On the surface that may all sound pretty trite. The truth is that, for many of our projects,  the truly challenging user experience issues come not from designing the interface*, but from the constraints of the product that must be designed. Those constraints and challenges tend to come from our friends in policy or standards, or procurement or other parts of the organisation. Try as you might, you can’t interface away inappropriate policy.

It is really important that no one in the team can point to someone over in the corner and put all the burden of user experience on that guy. No one person, no small group of people can be made responsible for the user experience of a service. It is down to the entire team  to achieve this, and we need to drag people into the team who make decisions way before we get on the scene. (Should we be there earlier?  Perhaps. That’s one for another day).

I don’t see this as a governance issue. It’s not about who is ‘in charge’ of user experience. It’s a philosophical framework for sharing the responsibility for the users’ experience and allowing problems to be directly attributed to the true source, often far more deeply embedded in the organisation than the interface.

It assumes the prerequisite that the entire team agrees that it’s true goal is to create a great user experience. That is no small assumption.  The UK Government is relatively rare in having a stated aim to build services so good that people prefer to use them. Many organisations pay lip service to caring about user experience, but sharing the responsibility throughout the entire organisation tests whether they are really willing to back this claim through significant organisational change.

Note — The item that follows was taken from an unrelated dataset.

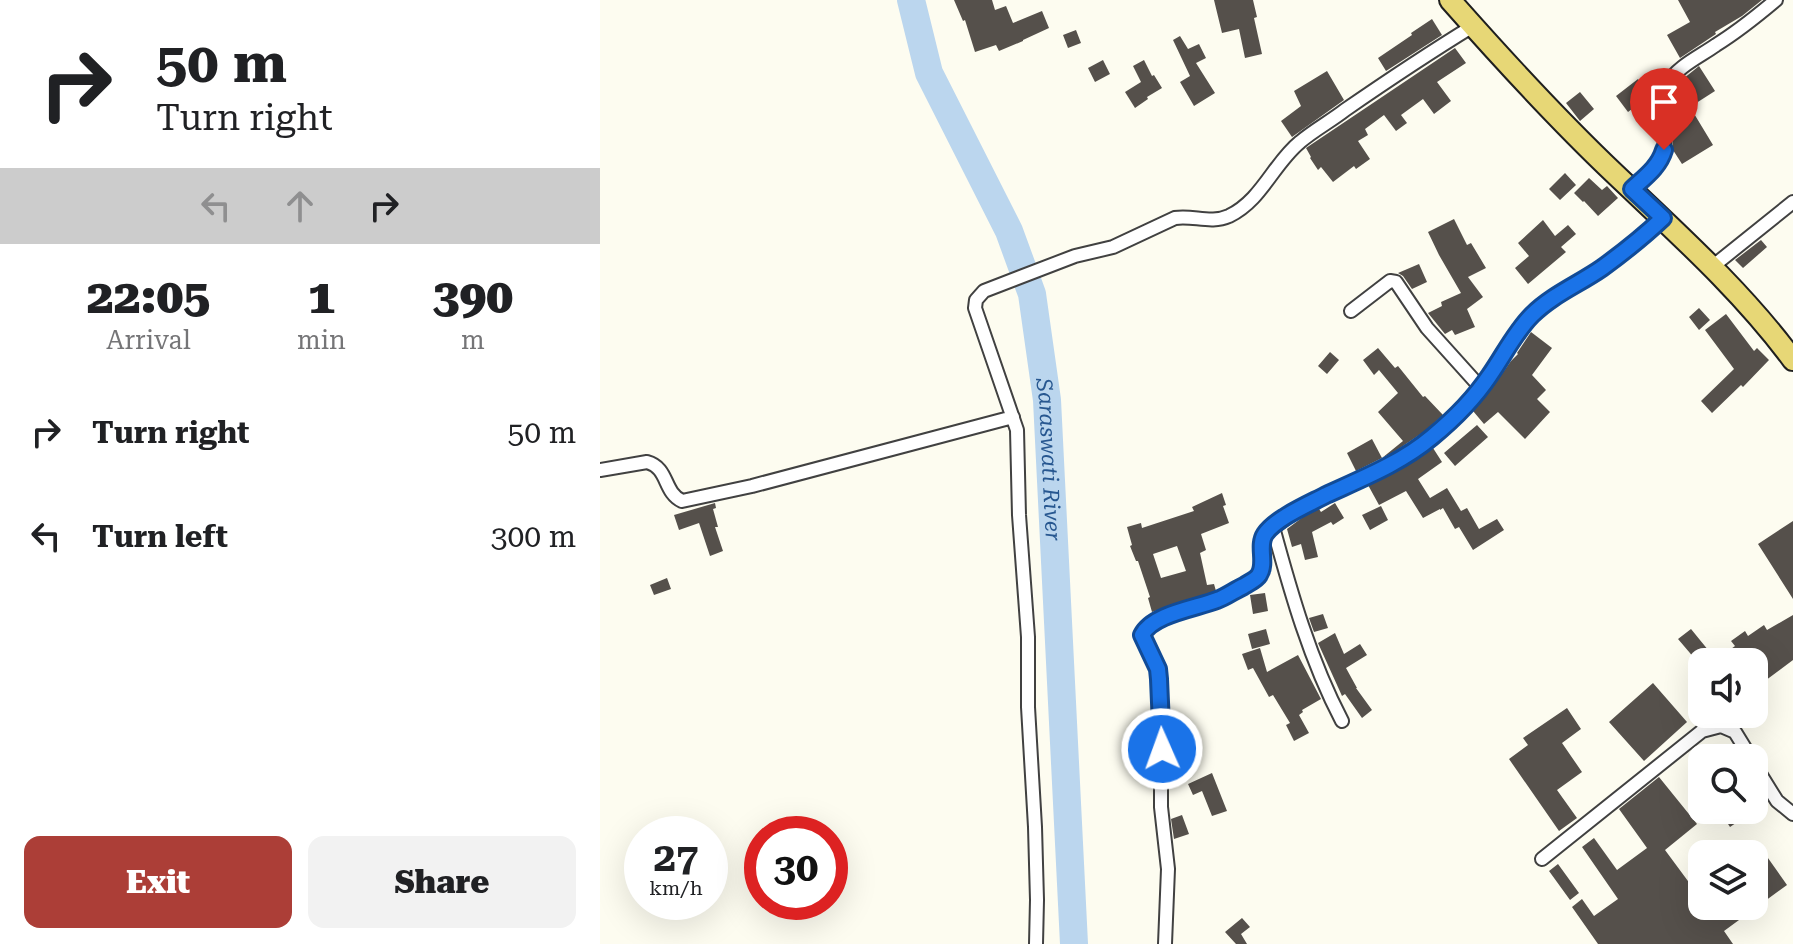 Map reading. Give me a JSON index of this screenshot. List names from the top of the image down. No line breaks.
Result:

Not calling people ‘UX’ does lead to interesting challenges in day to day work –  like how to refer to the team who do the interface design and user research. This is when we’re most likely to get lazy and just call people ‘UX’.  Although it can feel cumbersome, every time you don’t give in, it’s a tiny little reminder of what we believe. Every time we call that team the ‘front end team’ on the project I’m working on it reminds me of our belief. That makes the somewhat awkward title totally worth it for me.

Related reading:

How we do user centred design in alpha and beta phases (Service Design Manual)

How we do user research in agile teams (GDS Blog)

* Having said that, trying to design user interfaces that everyone in the country should be able to use is no small challenge.

 

How we do user research in agile teams

Originally published on the GDS Blog

Getting user research into agile teams in a way that is timely, relevant and actionable is a challenge that teams the world over are tackling. Working effectively in agile has recently been the driver of some fairly significant changes to the way our researchers work at GDS.

In the early days of GDS, the User Research team worked across the different projects here, as well as helping support the exemplar transactions. We did a mix of in house research, as well as managing usability testing and other research that was outsourced to specialist companies.

Using this model we found it difficult to provide insight to teams quickly enough, and researchers were spread across projects to the extent that they were never really a part of the team shaping the design or developing real depth of expertise in a particular product or its audience. This was less than ideal for both project teams and researchers.

We’ve been iterating how we do research in the same way we iterate our product design, and learned that the following techniques seem to integrate good research into agile teams more successfully.

Dedicated researchers for each team

Rather than a team of researchers taking research briefs from lots of project teams, each project team has a dedicated researcher working closely with the team of designers, developers, content designers and product owners.

This allows the team to be closer to the product design and adopt a more ‘experimental’ approach  hypothesising about what design or content approaches might work and designing ways to measure what is more or less successful.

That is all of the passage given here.